See also: DROP VIEW.

CREATE VIEW

Syntax:

CREATE VIEW [IF NOT EXISTS] view-name [(column-list)] AS subquery;


../../../_images/create_view.svg


Create a new viewed table, usually called a “view”.

The view-name must be valid according to the rules for identifiers.

The optional column-list must be a comma-separated list of names of columns in the view.

The syntax of the subquery must be the same as the syntax of a SELECT statement, or of a VALUES clause.

Rules:

  • There must not already be a base table or view with the same name as view-name.
  • If column-list is specified, the number of columns in column-list must be the same as the number of columns in the select list of the subquery.

Actions:

  1. Tarantool will throw an error if a rule is violated.
  2. Tarantool will create a new persistent object with column-names equal to the names in the column-list or the names in the subquery’s select list.
  3. Usually Tarantool effectively executes a COMMIT statement.

Examples:

-- the simple case:
CREATE VIEW v AS SELECT column1, column2 FROM t;
-- with a column-list:
CREATE VIEW v (a,b) AS SELECT column1, column2 FROM t;

Limitations:

  • It is not possible to insert or update or delete from a view, although sometimes a possible substitution is to create an INSTEAD OF trigger.

DROP VIEW

Syntax:

DROP VIEW [IF EXISTS] view-name;


../../../_images/drop_view.svg


Drop a view.

The view-name must identify a view that was created earlier with the CREATE VIEW statement.

Rules: none

Actions:

  1. Tarantool returns an error if the view does not exist and there is no IF EXISTS clause.
  2. The view is dropped.
  3. All triggers for the view are dropped.
  4. Usually Tarantool effectively executes a COMMIT statement.

Examples:

-- the simple case:
DROP VIEW v31;
-- with an IF EXISTS clause:
DROP VIEW IF EXISTS v31;

See also: DROP TABLE.

CREATE INDEX

Syntax:

CREATE [UNIQUE] INDEX [IF NOT EXISTS] index-name ON table-name (column-list);


../../../_images/create_index.svg


Create an index.

The index-name must be valid according to the rules for identifiers.
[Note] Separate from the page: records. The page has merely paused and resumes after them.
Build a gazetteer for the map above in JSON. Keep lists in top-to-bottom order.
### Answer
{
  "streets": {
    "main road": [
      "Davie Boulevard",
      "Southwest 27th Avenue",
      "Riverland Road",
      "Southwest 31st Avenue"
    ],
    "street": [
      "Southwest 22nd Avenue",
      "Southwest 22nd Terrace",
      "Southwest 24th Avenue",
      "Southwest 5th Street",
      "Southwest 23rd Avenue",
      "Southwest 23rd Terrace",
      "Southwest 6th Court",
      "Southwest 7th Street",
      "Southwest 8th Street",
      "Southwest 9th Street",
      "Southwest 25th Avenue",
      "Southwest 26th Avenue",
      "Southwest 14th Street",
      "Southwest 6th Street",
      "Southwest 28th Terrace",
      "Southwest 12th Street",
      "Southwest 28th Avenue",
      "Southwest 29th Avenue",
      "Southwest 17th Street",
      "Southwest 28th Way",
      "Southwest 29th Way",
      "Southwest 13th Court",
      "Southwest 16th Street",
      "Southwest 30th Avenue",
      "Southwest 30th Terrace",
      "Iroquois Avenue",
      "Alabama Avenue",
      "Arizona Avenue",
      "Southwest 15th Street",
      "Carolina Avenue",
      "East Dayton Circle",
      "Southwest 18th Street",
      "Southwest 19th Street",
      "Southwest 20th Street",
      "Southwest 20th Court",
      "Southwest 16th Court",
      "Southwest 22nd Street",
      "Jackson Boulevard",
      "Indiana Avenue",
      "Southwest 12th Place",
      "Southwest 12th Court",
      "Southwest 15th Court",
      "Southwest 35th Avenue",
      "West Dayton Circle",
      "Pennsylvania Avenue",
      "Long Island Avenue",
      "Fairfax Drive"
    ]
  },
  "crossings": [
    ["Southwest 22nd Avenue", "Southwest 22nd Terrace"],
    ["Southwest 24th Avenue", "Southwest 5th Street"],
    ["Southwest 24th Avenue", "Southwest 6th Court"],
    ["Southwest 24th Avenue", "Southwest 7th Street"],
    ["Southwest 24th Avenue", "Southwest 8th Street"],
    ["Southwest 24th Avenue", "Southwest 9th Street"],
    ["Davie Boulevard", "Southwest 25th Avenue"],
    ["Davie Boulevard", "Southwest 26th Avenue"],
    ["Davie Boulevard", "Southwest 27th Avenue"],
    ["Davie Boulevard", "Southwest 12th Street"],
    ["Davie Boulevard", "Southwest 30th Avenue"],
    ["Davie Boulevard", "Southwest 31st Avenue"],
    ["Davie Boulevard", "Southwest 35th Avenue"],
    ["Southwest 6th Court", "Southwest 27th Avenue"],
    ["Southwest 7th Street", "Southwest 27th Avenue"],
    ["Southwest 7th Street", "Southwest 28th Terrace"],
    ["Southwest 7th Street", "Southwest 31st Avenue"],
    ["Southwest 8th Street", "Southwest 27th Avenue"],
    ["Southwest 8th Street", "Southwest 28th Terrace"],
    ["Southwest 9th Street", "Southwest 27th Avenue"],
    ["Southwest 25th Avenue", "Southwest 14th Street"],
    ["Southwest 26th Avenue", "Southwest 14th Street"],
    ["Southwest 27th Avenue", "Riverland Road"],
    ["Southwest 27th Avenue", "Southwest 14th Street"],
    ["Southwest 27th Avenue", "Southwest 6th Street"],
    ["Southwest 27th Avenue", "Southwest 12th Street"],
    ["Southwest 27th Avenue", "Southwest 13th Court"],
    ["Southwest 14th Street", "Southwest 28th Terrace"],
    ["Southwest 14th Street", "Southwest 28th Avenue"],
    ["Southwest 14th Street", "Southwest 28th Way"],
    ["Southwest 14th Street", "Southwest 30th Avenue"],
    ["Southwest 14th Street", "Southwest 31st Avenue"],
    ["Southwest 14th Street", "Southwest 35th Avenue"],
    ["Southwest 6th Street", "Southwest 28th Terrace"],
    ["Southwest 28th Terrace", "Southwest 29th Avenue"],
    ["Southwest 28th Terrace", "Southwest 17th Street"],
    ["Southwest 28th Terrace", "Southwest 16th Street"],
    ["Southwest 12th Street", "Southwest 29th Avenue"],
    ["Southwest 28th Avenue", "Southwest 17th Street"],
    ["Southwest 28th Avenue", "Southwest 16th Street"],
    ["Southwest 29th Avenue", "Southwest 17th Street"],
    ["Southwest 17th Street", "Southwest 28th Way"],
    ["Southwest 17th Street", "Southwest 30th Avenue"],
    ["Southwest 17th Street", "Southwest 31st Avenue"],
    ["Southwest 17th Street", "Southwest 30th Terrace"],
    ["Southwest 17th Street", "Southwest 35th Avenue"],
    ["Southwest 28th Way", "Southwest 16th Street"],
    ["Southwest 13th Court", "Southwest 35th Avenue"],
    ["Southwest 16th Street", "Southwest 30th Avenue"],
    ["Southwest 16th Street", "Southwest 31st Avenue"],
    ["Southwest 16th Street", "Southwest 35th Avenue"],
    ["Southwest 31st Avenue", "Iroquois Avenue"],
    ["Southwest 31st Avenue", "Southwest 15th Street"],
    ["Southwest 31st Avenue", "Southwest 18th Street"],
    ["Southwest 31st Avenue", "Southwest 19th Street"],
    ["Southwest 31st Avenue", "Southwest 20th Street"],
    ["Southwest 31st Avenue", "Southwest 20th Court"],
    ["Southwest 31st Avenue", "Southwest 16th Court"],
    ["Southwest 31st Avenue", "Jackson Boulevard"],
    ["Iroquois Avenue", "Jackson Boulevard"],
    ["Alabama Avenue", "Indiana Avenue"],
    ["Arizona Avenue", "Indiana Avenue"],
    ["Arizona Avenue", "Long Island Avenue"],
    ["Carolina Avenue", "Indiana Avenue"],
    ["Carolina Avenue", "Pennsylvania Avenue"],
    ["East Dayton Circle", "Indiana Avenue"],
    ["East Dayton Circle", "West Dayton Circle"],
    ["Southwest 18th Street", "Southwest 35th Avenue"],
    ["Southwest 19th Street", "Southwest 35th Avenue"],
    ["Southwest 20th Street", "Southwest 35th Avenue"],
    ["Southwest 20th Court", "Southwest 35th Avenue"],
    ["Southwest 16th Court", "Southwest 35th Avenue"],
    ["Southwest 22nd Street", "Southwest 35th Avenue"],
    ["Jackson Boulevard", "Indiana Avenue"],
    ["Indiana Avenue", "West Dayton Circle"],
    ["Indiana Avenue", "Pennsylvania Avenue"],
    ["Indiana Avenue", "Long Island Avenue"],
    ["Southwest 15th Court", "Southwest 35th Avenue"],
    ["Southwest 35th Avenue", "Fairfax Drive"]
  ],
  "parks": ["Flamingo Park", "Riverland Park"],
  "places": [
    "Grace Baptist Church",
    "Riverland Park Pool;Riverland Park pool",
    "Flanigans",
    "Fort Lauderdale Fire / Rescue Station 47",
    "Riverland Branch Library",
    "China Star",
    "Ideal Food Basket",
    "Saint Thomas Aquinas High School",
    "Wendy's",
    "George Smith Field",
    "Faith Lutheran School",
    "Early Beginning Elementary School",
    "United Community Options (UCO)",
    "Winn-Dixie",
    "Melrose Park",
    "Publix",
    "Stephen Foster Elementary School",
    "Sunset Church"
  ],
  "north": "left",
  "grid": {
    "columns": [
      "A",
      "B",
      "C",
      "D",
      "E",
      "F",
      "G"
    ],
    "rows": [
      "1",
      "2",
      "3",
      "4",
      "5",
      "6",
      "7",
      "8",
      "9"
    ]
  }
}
The table-name must refer to an existing table.

The column-list must be a comma-separated list of names of columns in the table.

Rules:

  • There must not already be, for the same table, an index with the same name as index-name. But there may already be, for a different table, an index with the same name as index-name.
  • The maximum number of indexes per table is 128.

Actions:

  1. Tarantool will throw an error if a rule is violated.
  2. If the new index is UNIQUE, Tarantool will throw an error if any row exists with columns that have duplicate values.
  3. Tarantool will create a new index.
  4. Usually Tarantool effectively executes a COMMIT statement.

Automatic indexes:

Indexes may be created automatically for columns mentioned in the PRIMARY KEY or UNIQUE clauses of a CREATE TABLE statement. If an index was created automatically, then the index-name has four parts:

  1. pk if this is for a PRIMARY KEY clause, unique if this is for a UNIQUE clause;
  2. _unnamed_;
  3. the name of the table;
  4. _ and an ordinal number; the first index is 1, the second index is 2, and so on.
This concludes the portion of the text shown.